Converting HTML E-mail To Plain Text

by Bill Owens 22. July 2008 19:45
Posted: Thursday, July 10, 2008 10:34 PM by Simon Hutson

OK, I admit it. I've caught the CRM development bug. What started as a harmless bit of fun working on document library integration between CRM & SharePoint has now developed into an obsession. In this post I will describe how to build a plug-in that examines the body of any e-mail promoted promoted from Outlook or the e-mail router and converts the HTML into plain text.


After a bit of searching, I found a good article which showed how you could use regular expressions to remove unwanted HTML tags leaving just the plain text - Convert HTML to Plain Text. Converting this from C# to VB (my preferred choice of language) and stripping out some of the bits I didn't need, I came up with the following code which forms the basis of this plug-in.



Private Function ConvertHTMLToText(ByVal Source As String) As String
 
    Dim result As String = Source
 
    ' Remove formatting that will prevent regex from running reliably
    ' \r - Matches a carriage return \u000D.
    ' \n - Matches a line feed \u000A.
    ' \f - Matches a form feed \u000C.
    ' For more details see http://msdn.microsoft.com/en-us/library/4edbef7e.aspx
    result = Replace(result, "[\r\n\f]", String.Empty, Text.RegularExpressions.RegexOptions.IgnoreCase)
 
    ' replace the most commonly used special characters:
    result = Replace(result, "&lt;", "<", RegexOptions.IgnoreCase)
    result = Replace(result, "&gt;", ">", RegexOptions.IgnoreCase)
    result = Replace(result, "&nbsp;", " ", RegexOptions.IgnoreCase)
    result = Replace(result, "&quot;", """", RegexOptions.IgnoreCase)
    result = Replace(result, "&amp;", "&", RegexOptions.IgnoreCase)
 
    ' Remove ASCII character code sequences such as &#nn; and &#nnn;
    result = Replace(result, "&#[0-9]{2,3};", String.Empty, RegexOptions.IgnoreCase)
 
    ' Remove all other special characters.
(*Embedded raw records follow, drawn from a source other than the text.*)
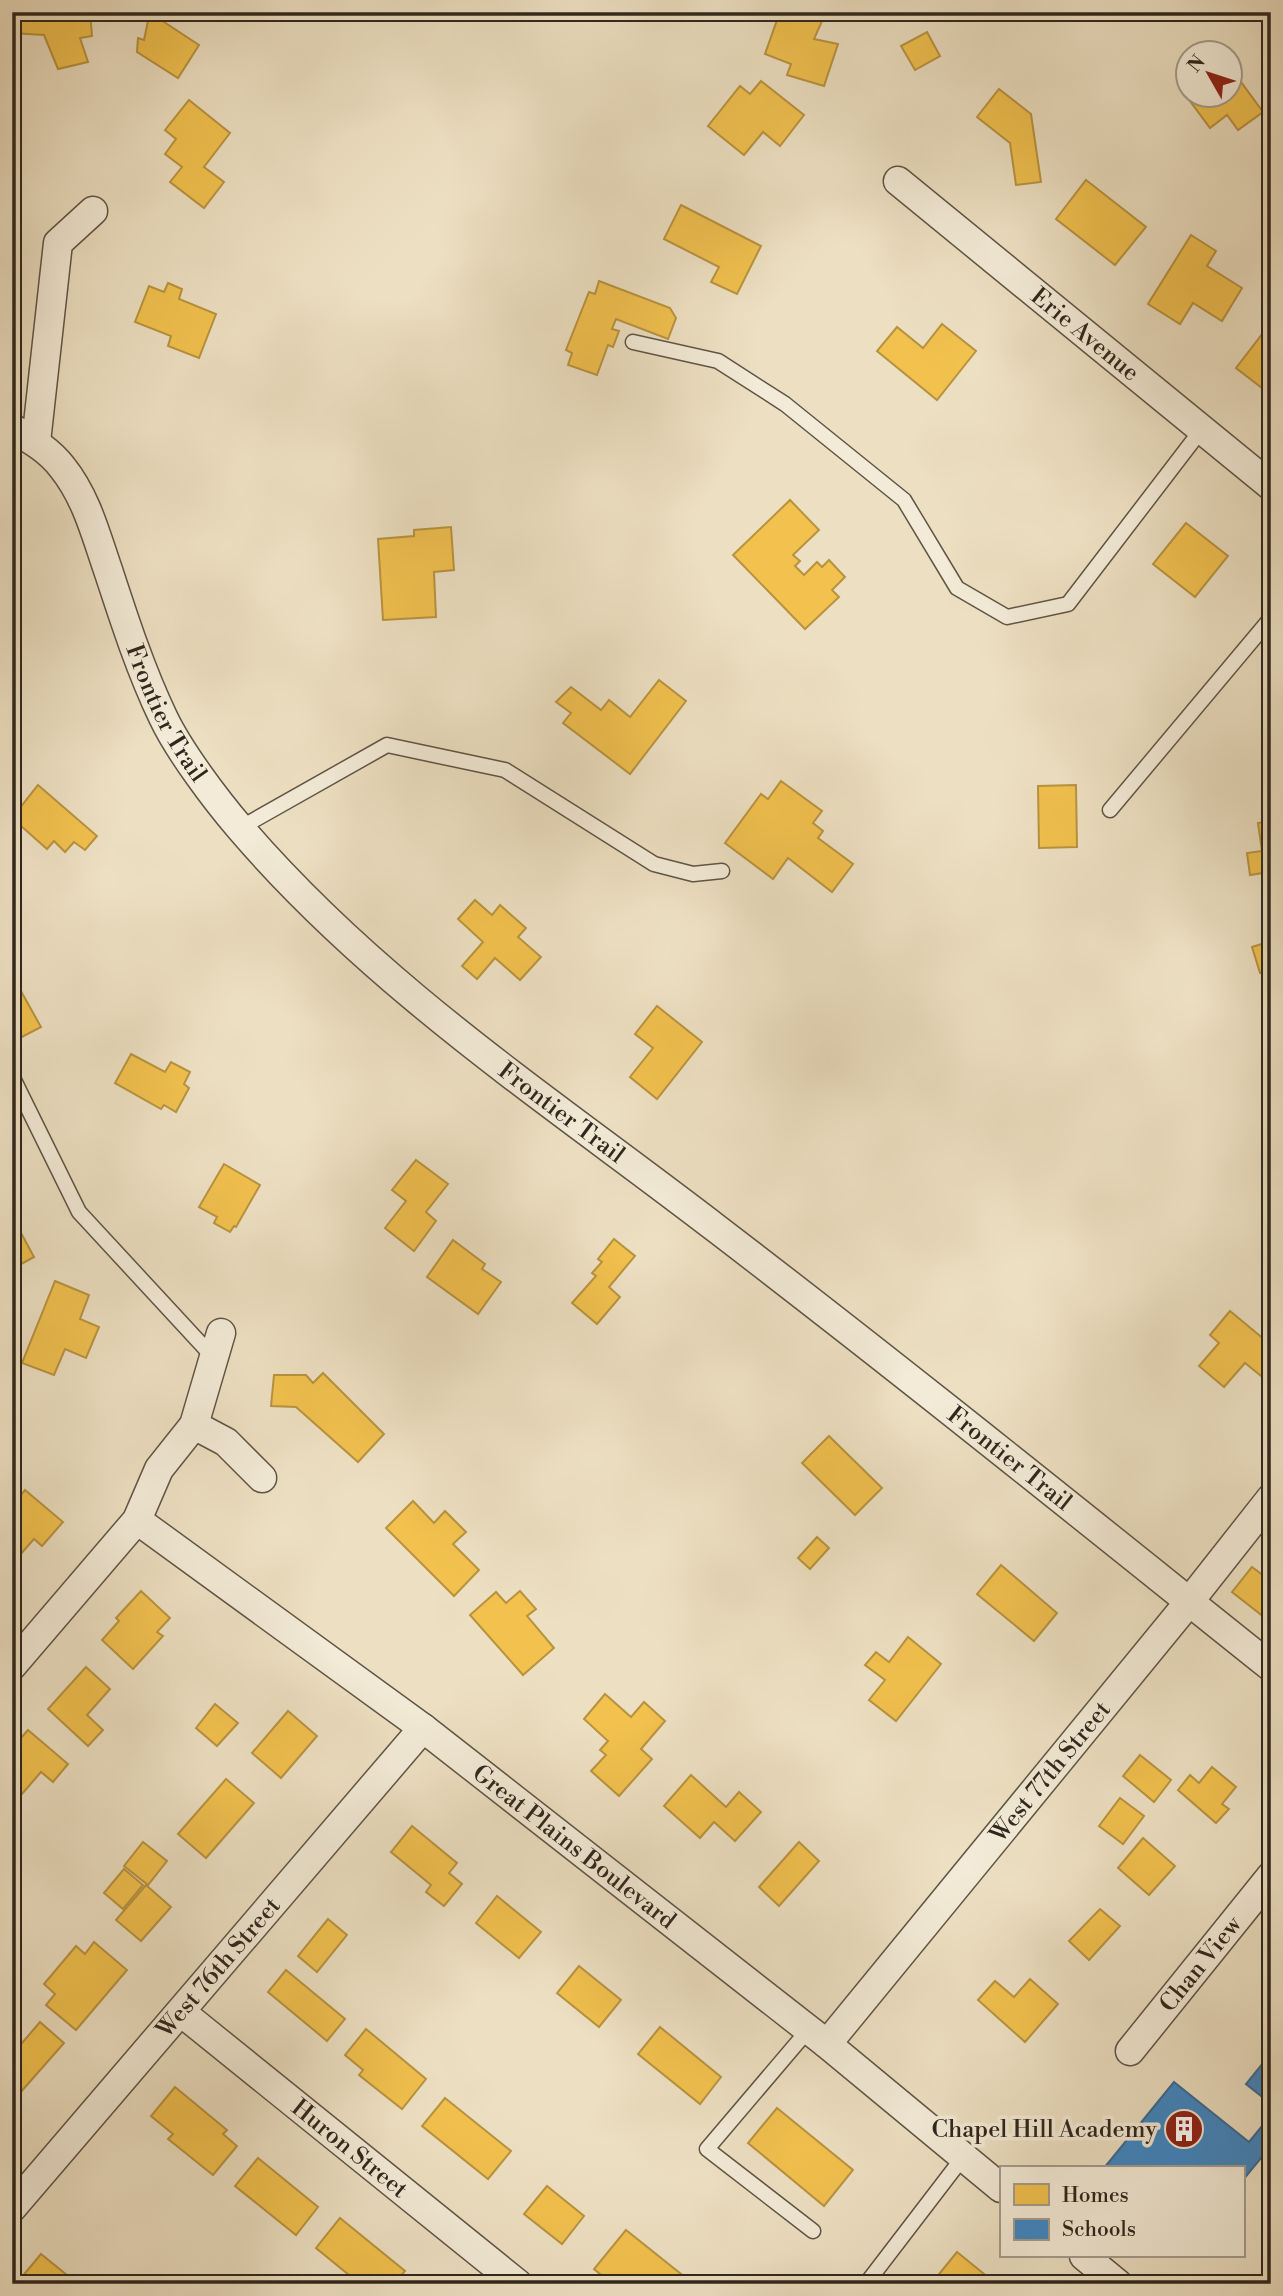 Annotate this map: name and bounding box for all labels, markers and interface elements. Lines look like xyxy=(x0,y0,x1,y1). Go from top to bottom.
north arrow xyxy=(1174,38,1244,108)
text: N xyxy=(1183,51,1211,77)
street label: Erie Avenue xyxy=(1024,282,1145,388)
street label: Frontier Trail xyxy=(118,640,213,788)
street label: Frontier Trail xyxy=(492,1056,630,1170)
street label: Frontier Trail xyxy=(941,1400,1077,1518)
street label: West 77th Street xyxy=(983,1695,1118,1850)
street label: Great Plains Boulevard xyxy=(466,1758,682,1936)
street label: West 76th Street xyxy=(150,1891,288,2045)
street label: Chan View xyxy=(1153,1909,1250,2018)
street label: Huron Street xyxy=(285,2093,414,2205)
building icon: Chapel Hill Academy xyxy=(1163,2108,1205,2150)
place label: Chapel Hill Academy xyxy=(931,2115,1157,2145)
legend xyxy=(1000,2166,1244,2258)
text: Homes xyxy=(1062,2183,1129,2209)
text: Schools xyxy=(1062,2217,1136,2243)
More can be added - see the following for more details:
    ' http://www.degraeve.com/reference/specialcharacters.php
    ' http://www.web-source.net/symbols.htm
    result = Replace(result, "&.{2,6};", String.Empty, RegexOptions.IgnoreCase)
 
    ' Remove all attributes and whitespace from the <head> tag
    result = Replace(result, "< *head[^>]*>", "<head>", RegexOptions.IgnoreCase)
    ' Remove all whitespace from the </head> tag
    result = Replace(result, "< */ *head *>", "</head>", RegexOptions.IgnoreCase)
    ' Delete everything between the <head> and </head> tags
    result = Replace(result, "<head>.*</head>", String.Empty, RegexOptions.IgnoreCase)
 
    ' Remove all attributes and whitespace from all <script> tags
    result = Replace(result, "< *script[^>]*>", "<script>", RegexOptions.IgnoreCase)
    ' Remove all whitespace from all </script> tags
    result = Replace(result, "< */ *script *>", "</script>", RegexOptions.IgnoreCase)
    ' Delete everything between all <script> and </script> tags
    result = Replace(result, "<script>.*</script>", String.Empty, RegexOptions.IgnoreCase)
 
    ' Remove all attributes and whitespace from all <style> tags
    result = Replace(result, "< *style[^>]*>", "<style>", RegexOptions.IgnoreCase)
    ' Remove all whitespace from all </style> tags
    result = Replace(result, "< */ *style *>", "</style>", RegexOptions.IgnoreCase)
    ' Delete everything between all <style> and </style> tags
    result = Replace(result, "<style>.*</style>", String.Empty, RegexOptions.IgnoreCase)
 
    ' Insert tabs in place of <td> tags
    result = Replace(result, "< *td[^>]*>", vbTab, RegexOptions.IgnoreCase)
 
    ' Insert single line breaks in place of <br> and <li> tags
    result = Replace(result, "< *br[^>]*>", vbCrLf, RegexOptions.IgnoreCase)
    result = Replace(result, "< *li[^>]*>", vbCrLf, RegexOptions.IgnoreCase)
 
    ' Insert double line breaks in place of <p>, <div> and <tr> tags
    result = Replace(result, "< *div[^>]*>", vbCrLf + vbCrLf, RegexOptions.IgnoreCase)
    result = Replace(result, "< *tr[^>]*>", vbCrLf + vbCrLf, RegexOptions.IgnoreCase)
    result = Replace(result, "< *p[^>]*>", vbCrLf + vbCrLf, RegexOptions.IgnoreCase)
 
    ' Remove all reminaing html tags
    result = Replace(result, "<[^>]*>", String.Empty, RegexOptions.IgnoreCase)
 
    ' Replace repeating spaces with a single space
    result = Replace(result, " +", " ")
 
    ' Remove any trailing spaces and tabs from the end of each line
    result = Replace(result, "[ \t]+\r\n", vbCrLf)
 
    ' Remove any leading whitespace characters
    result = Replace(result, "^[\s]+", String.Empty)
 
    ' Remove any trailing whitespace characters
    result = Replace(result, "[\s]+$", String.Empty)
 
    ' Remove extra line breaks if there are more than two in a row
    result = Replace(result, "\r\n\r\n(\r\n)+", vbCrLf + vbCrLf)
 
    ' Thats it.
    Return result
 
End Function

All that remains is to implement the IPlugin.Execute method. In order to be able to modify the e-mail message before the e-mail activity gets created in the database, I had to figure out which event(s) to intercept. Through a bit of trial and error, I observed that any e-mail promoted from Outlook triggers the "DeliverPromote" event, whereas any incoming e-mail handled by the e-mail router triggers the "DeliverIncoming" event. Interestingly enough, the "Create" event was also called as a child pipeline for these events, but modifying the message here didn't have any effect, even in the pre-processing stage.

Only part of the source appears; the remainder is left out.